It is no secret that the media plays a major role in how the general public perceives complex social issues. In identifying current media framing around the foster care system, we can work toward shifting coverage to improve understanding and increase support for transition age youth. In two recent reports, FrameWorks Institute looks at how effective storytelling can make a difference.
The first report, entitled “Telling a New Coming-of-Age Story: Mapping the Gaps between Expert and Public Understandings of Transition Age Youth,” focuses on communicating thoughtfully about transition age youth, specifically highlighting the unique challenges and opportunities these individuals face in young adulthood. Understanding how the public currently thinks about the foster care system is vital to framing related stories in a way that audiences can understand and, ultimately, support.
“If communicators know how the public thinks about transition age youth, they can tell a new story that has the power to help the public better understand and support this important group.”
For example, some of the top solutions presented by the general public surveyed in the FrameWorks study are “love and support” and “building life skills.” These are relatively vague solutions when presented alone, but they can be a great starting point for discussion when put in the context of the entire system, highlighting the policies and programs that can truly support transition age youth.
More research must be conducted in this space, but FrameWorks Institute offers the following initial recommendations for communicators looking to tell this coming-of-age story in a responsible way that resonates with the public:
- Lead with the potential, not the struggles, of adolescence.
- Offer clear definitions.
- Explain the basics of the foster care system.
- Avoid crisis messaging.
- Emphasize that transitioning out of the foster care system is a process that should extend over several years.
- Tell stories that place transition age youth in context.
- Use concrete examples of effective interventions and policies.
The second report, entitled “Stuck in Crisis: Media and Organizational Discourse on Foster Care and Transition Age Youth,” addresses the frames and storytelling techniques currently used by the media covering issues relating to the foster care system, analyzing the implications this has on public attitudes.
It was found that almost 50 percent of articles covering the foster care system employ crisis messaging, focusing on the challenges faced by the system and its players.
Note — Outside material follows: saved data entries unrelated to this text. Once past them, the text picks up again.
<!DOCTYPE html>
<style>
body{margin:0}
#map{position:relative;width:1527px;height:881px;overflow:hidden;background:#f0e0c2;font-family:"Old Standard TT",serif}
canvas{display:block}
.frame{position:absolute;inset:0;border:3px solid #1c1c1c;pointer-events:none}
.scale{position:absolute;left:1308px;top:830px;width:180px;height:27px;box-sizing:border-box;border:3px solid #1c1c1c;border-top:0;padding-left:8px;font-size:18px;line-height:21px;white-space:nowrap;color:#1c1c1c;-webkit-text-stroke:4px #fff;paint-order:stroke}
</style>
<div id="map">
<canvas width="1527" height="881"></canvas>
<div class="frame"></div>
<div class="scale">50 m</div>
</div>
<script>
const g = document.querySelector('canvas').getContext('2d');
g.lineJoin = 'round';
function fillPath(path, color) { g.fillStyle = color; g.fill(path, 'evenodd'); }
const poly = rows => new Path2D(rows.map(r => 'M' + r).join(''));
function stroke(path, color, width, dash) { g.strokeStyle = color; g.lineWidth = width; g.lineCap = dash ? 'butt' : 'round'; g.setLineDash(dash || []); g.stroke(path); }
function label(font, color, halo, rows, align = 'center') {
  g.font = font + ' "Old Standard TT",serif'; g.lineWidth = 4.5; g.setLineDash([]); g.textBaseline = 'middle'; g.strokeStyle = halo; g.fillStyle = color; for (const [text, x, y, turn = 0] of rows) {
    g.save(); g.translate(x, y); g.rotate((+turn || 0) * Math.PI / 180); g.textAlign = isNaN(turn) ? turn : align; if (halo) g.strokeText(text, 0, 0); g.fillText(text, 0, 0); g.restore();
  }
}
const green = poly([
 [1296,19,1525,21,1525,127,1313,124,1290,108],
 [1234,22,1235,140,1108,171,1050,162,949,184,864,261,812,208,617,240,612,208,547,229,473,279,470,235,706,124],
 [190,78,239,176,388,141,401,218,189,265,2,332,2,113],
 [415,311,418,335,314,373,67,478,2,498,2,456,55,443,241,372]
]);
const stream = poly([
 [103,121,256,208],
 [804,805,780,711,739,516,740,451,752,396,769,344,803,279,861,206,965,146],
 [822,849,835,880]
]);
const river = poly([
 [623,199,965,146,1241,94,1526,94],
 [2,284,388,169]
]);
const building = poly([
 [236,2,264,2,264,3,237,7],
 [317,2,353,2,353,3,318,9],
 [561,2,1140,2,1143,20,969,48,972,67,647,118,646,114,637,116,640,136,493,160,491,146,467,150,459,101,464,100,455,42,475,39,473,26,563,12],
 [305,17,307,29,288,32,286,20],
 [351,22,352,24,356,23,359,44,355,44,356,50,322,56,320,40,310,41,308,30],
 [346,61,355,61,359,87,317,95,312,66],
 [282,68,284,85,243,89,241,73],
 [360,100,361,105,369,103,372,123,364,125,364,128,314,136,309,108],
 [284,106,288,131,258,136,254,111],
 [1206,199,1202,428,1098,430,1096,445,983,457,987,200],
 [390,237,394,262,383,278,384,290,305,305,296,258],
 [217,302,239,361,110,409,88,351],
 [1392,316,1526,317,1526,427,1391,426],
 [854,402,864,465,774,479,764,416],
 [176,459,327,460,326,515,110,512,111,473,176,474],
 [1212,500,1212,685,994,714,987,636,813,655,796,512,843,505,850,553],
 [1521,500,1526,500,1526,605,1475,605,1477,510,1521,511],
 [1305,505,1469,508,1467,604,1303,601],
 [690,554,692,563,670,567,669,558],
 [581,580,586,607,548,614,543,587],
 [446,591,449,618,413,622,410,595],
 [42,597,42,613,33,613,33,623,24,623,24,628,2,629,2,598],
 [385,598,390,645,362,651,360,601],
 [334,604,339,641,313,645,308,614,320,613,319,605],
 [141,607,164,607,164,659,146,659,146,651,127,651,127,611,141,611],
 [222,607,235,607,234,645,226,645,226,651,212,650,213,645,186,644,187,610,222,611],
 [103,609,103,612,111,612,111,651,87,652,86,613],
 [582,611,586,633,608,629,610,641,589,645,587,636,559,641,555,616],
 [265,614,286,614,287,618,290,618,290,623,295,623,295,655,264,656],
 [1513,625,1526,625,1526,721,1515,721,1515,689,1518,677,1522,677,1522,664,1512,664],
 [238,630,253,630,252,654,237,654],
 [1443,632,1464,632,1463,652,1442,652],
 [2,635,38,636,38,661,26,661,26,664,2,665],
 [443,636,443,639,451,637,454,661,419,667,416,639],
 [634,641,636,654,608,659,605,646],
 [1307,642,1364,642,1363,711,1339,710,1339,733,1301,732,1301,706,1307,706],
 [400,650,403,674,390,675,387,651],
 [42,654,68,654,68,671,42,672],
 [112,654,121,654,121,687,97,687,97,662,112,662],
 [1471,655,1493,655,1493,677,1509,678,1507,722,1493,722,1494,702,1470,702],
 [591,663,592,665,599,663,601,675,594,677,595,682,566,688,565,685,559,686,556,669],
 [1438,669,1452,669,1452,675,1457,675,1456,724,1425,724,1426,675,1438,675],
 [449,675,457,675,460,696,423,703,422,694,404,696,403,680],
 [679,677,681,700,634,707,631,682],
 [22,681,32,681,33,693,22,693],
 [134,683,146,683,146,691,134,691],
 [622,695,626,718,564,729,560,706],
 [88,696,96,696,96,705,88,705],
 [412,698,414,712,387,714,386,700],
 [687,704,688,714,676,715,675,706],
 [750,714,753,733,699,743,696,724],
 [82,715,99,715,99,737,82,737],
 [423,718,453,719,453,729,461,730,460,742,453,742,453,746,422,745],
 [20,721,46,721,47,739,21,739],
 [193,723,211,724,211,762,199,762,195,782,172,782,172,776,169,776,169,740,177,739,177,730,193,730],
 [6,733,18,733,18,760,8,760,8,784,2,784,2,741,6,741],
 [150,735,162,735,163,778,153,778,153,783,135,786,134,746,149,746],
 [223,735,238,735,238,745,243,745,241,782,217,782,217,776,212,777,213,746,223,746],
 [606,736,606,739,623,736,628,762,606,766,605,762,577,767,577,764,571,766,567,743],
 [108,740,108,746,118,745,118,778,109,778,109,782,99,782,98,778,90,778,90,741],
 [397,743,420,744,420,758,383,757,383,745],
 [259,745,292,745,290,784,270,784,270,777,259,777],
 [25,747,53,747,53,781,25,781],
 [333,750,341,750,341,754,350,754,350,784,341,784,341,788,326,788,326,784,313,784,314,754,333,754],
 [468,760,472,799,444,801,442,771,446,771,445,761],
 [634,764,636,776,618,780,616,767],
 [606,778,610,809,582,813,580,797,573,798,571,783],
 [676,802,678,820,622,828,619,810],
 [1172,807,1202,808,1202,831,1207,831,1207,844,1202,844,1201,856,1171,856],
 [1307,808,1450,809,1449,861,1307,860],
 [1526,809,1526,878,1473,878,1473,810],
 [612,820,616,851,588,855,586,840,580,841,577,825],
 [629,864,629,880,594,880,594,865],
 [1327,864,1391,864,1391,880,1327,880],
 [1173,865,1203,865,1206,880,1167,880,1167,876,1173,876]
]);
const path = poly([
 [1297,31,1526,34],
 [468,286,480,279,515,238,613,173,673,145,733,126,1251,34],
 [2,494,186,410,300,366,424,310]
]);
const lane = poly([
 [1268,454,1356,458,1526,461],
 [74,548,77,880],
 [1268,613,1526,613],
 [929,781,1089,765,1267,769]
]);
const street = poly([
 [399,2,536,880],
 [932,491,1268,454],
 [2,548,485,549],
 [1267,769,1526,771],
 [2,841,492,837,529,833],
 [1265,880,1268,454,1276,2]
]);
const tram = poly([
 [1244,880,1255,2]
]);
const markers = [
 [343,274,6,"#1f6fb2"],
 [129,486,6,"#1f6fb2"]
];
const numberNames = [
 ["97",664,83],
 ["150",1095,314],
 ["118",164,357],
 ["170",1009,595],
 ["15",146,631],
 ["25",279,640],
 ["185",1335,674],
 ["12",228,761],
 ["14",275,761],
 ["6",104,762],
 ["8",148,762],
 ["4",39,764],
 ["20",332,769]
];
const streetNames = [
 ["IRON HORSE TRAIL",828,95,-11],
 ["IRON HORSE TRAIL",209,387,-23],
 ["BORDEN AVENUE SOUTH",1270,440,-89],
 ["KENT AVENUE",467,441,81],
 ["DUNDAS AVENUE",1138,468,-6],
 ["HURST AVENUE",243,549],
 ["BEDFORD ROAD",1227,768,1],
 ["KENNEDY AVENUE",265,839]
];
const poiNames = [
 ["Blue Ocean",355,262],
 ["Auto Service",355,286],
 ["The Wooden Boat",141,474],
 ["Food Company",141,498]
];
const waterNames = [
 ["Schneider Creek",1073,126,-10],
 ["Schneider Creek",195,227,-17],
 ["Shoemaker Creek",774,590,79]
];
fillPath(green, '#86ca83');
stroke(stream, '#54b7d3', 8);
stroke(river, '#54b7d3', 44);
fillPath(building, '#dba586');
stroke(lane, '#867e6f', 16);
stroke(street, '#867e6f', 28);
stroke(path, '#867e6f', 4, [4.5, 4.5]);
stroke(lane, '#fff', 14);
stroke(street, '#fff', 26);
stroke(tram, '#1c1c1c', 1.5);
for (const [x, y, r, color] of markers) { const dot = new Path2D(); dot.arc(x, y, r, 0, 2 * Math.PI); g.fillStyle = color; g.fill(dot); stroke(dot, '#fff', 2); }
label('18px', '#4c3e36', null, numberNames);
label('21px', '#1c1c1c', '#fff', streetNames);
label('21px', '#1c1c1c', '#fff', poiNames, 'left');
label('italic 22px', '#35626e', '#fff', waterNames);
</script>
This is harmful because “…crisis messaging without clear and consistent explanations of solutions leaves the public with the sense that such problems can’t be fixed.” For this reason, we must shift the “system in crisis” narrative to solutions while reinforcing that transition age youth are people, not just the systems they represent. An example offered by FrameWorks Institute is a story on how the system is underfunded, highlighting the role of resources and systems in supporting transition age youth, while pointing to tangible, actionable solutions.
Here are key recommendations for journalists covering the foster care system:
- Frame foster care as a social issue.
- Rebalance the discussion about outcomes.
- Provide examples of effective interventions and programs.
- Explain the unique challenges faced by transition age youth and how they can be overcome.
- Continue to elevate the voices and perspectives of those with foster care experience – in the right ways.
- Highlight disparities in the foster care system and explain why they exist.
- Place individual stories in a systemic context.